Kritik der Kassen kommt bei Klinikträgern schlecht an

Die Führung der Deutschen Krankenhausgesellschaft (DKG) zeigt sich empört über die Kritik der GKV. Die Schlussfolgerungen von einem „goldenen Krankenhausfinanzierungsjahr“ seien nicht zutreffend. Ein reiner Vergleich mit den Vorjahreszahlen verschweige die Preissteigerungen und die Lohnentwicklung: „Preisbereinigt wird die GKV in der größten Gesundheitskrise der Bundesrepublik Deutschland nach dem Zweiten Weltkrieg weniger für die stationäre Versorgung ausgegeben haben als im Vorjahr.“ Außerdem hätten ambulante Erlöse und Wahlleistungseinnahmen eingerechnet werden müssen. Die Mehrausgaben für beispielsweise Schutzausrüstungen minderten ebenfalls die Erlössituation gravierend. Dennoch: Auch die DKG sieht Schwachstellen. „Die Pandemie hat verdeutlicht, dass Gesundheitsversorgung neu gedacht werden muss“, so das Fazit nach dem Krankenhausgipfel 2021. DKG-Vorstandsvorsitzender Dr. Gerald Gaß sieht eine sektorenübergreifende regionale Neuordnung der Versorgung als einzigen Weg, um dauerhaft hochwertige Qualität in Deutschland sicherzustellen. Die DKG fordert zugleich „mit großem Nachdruck“ ein Ende der Überregulierung des Gesetzgebers und des G-BA bis hin­ein in die operativen Prozesse der Krankenhausorganisation.

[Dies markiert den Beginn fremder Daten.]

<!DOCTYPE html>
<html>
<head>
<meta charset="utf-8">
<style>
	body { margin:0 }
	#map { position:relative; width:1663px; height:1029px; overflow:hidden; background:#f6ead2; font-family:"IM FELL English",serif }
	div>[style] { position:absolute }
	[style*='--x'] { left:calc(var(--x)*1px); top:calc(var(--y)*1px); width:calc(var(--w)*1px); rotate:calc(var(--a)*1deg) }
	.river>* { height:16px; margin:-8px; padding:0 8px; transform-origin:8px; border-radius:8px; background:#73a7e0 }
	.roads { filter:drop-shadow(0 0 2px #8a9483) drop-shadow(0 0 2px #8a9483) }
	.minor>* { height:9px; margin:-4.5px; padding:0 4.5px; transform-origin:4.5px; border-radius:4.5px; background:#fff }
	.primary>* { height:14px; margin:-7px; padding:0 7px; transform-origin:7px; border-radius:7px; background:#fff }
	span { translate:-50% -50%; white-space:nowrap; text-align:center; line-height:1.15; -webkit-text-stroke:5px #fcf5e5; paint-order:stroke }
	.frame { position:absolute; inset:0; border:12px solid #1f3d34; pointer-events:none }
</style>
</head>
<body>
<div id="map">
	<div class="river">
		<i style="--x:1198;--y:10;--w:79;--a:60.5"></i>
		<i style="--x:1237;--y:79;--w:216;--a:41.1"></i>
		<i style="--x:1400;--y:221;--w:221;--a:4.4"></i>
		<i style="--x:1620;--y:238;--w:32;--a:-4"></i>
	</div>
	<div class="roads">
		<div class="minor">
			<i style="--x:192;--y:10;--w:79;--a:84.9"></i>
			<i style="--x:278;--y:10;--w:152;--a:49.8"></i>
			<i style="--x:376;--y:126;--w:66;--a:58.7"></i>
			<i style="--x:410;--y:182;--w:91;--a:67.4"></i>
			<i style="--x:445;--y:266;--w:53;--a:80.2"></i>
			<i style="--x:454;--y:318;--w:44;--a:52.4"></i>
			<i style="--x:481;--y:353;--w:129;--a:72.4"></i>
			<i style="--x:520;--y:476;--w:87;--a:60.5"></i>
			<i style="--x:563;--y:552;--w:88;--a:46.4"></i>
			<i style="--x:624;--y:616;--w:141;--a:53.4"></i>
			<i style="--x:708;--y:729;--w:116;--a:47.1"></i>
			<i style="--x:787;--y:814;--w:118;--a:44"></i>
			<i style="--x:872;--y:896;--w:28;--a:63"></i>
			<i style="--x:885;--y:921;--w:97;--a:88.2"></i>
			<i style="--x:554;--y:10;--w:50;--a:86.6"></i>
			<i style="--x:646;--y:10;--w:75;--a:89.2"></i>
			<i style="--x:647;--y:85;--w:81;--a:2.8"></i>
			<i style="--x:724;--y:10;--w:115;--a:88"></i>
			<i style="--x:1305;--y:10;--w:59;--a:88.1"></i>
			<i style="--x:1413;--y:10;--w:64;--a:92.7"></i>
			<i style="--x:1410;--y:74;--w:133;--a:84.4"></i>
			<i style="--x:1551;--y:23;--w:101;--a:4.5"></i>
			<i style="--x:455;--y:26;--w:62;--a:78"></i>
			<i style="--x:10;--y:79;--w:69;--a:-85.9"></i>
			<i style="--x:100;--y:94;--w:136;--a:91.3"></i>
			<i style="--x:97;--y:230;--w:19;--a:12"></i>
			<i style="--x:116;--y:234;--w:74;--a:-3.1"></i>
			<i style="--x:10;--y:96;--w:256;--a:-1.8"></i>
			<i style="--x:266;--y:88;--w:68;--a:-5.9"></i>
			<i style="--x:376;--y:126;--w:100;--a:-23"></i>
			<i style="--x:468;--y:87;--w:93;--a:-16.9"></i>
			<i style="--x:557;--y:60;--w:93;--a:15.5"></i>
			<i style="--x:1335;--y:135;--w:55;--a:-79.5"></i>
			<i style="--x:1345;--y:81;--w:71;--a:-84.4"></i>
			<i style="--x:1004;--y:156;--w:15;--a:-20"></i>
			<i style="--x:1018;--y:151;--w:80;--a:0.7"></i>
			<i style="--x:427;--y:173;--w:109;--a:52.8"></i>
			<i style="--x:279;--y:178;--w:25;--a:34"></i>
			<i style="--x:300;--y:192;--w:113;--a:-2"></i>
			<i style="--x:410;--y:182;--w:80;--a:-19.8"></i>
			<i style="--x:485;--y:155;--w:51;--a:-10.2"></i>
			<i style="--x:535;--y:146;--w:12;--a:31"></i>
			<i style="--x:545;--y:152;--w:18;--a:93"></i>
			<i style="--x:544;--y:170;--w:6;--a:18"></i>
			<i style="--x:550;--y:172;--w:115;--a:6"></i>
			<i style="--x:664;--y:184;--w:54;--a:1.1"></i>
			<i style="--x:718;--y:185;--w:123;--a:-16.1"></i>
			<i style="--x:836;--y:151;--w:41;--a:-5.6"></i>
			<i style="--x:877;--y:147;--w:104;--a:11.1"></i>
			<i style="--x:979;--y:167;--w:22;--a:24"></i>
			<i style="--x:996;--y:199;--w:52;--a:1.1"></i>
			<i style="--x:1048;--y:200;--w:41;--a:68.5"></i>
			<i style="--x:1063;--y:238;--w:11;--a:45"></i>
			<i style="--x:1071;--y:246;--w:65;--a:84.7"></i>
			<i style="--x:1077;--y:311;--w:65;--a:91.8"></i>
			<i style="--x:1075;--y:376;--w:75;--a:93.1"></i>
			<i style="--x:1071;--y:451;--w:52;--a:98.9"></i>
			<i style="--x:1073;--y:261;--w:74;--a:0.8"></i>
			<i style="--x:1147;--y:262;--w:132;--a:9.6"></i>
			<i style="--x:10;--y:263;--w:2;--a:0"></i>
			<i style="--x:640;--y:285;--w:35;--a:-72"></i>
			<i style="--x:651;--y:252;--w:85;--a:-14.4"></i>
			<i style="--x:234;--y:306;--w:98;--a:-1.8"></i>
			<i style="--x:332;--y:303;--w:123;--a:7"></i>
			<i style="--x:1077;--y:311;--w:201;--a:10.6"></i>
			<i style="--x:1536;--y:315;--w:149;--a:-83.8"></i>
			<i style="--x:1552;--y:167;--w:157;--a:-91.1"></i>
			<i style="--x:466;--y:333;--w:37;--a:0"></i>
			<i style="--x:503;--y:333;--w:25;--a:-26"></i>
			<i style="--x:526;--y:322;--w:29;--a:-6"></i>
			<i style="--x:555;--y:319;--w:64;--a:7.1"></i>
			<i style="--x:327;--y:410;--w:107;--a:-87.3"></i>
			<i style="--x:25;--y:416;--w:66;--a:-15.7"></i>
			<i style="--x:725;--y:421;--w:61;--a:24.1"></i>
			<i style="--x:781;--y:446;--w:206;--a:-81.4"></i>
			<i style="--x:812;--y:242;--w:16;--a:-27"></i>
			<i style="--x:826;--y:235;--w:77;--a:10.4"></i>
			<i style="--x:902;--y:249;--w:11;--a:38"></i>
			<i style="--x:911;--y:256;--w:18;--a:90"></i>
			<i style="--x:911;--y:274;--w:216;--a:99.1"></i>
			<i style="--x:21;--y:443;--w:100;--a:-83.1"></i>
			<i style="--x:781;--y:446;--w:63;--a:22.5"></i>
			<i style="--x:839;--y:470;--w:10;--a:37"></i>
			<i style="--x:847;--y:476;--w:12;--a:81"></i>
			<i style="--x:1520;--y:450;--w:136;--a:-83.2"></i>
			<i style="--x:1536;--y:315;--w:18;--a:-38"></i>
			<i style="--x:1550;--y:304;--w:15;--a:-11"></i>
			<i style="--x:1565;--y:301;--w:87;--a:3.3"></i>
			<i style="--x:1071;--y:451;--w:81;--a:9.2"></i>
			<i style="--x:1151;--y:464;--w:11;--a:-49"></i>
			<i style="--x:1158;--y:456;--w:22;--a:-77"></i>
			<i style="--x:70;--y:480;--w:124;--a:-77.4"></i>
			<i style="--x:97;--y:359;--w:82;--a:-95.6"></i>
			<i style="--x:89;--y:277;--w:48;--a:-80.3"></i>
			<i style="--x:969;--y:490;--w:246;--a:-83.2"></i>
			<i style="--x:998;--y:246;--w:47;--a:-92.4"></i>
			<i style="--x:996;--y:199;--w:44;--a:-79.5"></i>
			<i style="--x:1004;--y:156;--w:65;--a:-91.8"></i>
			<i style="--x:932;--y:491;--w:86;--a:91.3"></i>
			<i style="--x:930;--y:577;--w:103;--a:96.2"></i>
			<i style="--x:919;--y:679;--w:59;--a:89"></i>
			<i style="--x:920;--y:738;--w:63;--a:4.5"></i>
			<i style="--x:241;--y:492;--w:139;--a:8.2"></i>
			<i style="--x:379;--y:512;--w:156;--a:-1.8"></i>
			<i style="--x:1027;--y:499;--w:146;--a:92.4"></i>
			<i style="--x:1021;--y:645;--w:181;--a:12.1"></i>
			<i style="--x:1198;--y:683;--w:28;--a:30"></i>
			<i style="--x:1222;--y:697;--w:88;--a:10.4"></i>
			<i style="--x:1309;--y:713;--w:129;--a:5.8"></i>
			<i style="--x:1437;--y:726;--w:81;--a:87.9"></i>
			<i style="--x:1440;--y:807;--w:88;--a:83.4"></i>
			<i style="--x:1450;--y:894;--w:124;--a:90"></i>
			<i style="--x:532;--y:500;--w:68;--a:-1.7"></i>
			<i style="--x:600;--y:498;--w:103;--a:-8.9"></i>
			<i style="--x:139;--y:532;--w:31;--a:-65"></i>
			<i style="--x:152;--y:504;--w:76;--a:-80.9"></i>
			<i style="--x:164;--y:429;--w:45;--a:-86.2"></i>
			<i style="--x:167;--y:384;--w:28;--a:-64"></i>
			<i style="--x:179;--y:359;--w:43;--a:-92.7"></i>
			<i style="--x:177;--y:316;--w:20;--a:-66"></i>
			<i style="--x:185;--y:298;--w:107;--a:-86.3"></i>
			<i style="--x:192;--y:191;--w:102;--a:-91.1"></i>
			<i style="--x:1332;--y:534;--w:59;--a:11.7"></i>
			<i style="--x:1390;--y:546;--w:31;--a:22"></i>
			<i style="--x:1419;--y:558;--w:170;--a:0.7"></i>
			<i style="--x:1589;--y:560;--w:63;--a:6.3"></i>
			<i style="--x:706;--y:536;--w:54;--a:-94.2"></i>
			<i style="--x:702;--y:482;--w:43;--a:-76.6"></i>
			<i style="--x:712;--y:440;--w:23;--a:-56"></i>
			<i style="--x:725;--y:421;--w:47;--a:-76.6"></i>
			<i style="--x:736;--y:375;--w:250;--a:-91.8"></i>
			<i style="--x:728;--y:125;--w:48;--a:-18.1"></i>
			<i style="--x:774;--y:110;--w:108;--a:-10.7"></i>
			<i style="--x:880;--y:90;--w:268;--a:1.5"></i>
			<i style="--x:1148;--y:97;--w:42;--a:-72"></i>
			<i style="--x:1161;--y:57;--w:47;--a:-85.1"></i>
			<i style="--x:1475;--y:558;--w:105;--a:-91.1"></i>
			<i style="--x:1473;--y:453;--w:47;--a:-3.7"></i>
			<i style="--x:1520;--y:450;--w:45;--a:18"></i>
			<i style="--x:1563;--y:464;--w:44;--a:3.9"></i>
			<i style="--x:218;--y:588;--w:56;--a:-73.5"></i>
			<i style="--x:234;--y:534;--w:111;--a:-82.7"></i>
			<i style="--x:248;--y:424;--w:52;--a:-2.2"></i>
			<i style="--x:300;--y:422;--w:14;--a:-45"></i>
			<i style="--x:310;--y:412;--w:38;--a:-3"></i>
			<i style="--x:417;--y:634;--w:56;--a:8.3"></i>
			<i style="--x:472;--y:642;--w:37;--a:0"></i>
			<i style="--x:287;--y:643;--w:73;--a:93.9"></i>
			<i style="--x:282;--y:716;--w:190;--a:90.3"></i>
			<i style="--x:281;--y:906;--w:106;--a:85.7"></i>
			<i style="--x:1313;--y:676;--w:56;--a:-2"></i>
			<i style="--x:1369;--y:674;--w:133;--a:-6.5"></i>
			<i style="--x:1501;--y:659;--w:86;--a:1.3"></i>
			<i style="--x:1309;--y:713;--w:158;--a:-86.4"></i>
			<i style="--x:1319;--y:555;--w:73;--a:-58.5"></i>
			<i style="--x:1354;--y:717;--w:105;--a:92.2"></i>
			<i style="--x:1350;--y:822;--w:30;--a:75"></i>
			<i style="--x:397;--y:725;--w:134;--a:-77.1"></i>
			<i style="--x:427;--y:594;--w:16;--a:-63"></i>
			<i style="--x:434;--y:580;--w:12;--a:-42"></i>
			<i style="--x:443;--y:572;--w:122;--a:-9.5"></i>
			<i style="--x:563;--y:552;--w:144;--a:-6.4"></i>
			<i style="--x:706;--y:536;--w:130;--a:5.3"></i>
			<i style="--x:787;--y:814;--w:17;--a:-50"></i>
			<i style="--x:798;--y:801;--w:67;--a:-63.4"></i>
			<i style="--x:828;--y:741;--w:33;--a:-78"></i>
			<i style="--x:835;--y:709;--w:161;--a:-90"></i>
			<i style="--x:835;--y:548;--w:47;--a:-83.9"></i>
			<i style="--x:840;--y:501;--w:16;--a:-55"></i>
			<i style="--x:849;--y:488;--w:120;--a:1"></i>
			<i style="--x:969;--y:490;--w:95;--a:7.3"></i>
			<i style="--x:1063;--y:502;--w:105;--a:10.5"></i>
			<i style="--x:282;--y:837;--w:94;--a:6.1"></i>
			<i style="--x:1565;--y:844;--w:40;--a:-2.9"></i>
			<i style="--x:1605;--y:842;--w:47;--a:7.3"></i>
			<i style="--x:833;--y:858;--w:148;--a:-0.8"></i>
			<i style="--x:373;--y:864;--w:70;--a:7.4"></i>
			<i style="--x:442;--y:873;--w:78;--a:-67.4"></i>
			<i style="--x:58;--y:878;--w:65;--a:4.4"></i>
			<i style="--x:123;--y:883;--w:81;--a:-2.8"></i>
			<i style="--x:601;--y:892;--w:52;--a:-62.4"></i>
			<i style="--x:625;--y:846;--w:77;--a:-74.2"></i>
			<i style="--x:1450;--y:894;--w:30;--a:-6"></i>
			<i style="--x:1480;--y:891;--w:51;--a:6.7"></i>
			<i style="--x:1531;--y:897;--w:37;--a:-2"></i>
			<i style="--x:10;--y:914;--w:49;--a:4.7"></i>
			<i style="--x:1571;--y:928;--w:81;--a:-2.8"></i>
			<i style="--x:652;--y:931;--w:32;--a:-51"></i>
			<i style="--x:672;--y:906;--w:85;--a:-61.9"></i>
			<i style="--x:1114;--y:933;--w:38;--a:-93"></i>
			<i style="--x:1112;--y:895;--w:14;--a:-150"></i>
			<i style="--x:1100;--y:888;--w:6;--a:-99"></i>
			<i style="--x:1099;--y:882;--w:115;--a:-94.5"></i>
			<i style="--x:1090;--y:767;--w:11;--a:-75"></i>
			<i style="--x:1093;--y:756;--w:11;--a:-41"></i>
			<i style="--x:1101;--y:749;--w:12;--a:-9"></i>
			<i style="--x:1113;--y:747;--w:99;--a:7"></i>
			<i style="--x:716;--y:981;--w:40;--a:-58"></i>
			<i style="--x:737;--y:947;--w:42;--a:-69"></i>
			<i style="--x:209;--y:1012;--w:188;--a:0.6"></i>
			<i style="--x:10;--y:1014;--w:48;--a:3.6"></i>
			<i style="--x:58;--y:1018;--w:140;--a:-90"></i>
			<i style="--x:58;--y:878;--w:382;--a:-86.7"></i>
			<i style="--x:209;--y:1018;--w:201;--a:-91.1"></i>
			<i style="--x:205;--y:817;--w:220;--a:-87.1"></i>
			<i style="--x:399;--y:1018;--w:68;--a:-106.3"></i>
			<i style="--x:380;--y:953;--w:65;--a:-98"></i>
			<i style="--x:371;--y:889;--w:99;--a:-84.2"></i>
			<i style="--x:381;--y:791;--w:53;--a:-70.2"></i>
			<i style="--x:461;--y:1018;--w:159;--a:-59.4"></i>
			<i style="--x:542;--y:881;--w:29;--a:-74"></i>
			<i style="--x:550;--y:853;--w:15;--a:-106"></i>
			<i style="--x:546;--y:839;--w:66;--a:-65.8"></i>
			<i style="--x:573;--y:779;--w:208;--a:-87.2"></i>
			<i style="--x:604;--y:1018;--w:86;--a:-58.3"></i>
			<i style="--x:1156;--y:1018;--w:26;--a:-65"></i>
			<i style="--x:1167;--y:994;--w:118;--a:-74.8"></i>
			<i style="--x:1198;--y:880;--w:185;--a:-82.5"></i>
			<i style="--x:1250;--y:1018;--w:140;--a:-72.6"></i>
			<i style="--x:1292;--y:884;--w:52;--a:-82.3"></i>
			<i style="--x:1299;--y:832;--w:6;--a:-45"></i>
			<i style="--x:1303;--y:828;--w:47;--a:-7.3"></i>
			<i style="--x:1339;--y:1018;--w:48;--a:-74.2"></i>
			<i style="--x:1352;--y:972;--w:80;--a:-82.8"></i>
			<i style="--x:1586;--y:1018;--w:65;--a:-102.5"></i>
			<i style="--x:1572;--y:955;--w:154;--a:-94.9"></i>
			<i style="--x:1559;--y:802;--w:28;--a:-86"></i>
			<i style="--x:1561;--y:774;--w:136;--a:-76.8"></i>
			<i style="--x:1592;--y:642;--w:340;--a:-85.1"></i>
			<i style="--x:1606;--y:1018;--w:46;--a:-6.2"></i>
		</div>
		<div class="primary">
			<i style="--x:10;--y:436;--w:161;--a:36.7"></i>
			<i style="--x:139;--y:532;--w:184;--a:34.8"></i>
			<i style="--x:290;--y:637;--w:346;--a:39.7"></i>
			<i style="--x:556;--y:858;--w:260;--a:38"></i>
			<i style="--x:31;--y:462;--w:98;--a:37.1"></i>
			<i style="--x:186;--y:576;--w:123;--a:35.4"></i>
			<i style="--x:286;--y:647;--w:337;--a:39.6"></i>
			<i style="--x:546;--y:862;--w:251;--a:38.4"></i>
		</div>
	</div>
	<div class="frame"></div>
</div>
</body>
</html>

Wird die nächste Regierung große Veränderungen wagen?

Bundesgesundheitsminister Jens Spahn hat vielen Bereichen seinen Stempel aufgedrückt. Dazu gehören auch Verbesserungen bei Klinikfinanzen und bei der Pflege. An eine Reform der stationären Versorgung, die ohne ein grundlegendes Umdenken Richtung sektorenübergreifende Versorgung nicht zu machen ist, hat sich jedoch auch diese Koalition nicht herangetraut. Interessant wird deshalb sein, mit welchen gesundheitspolitischen Zielen die nächste Regierung ins Rennen starten wird – Stichwort neuer Koalitionsvertrag –, und ob die Mahnungen von Kassen, Kliniken und Gesundheitswissenschaftlern Niederschlag finden werden. Ideen für den Kurswechsel gibt es jedenfalls schon lange reichlich.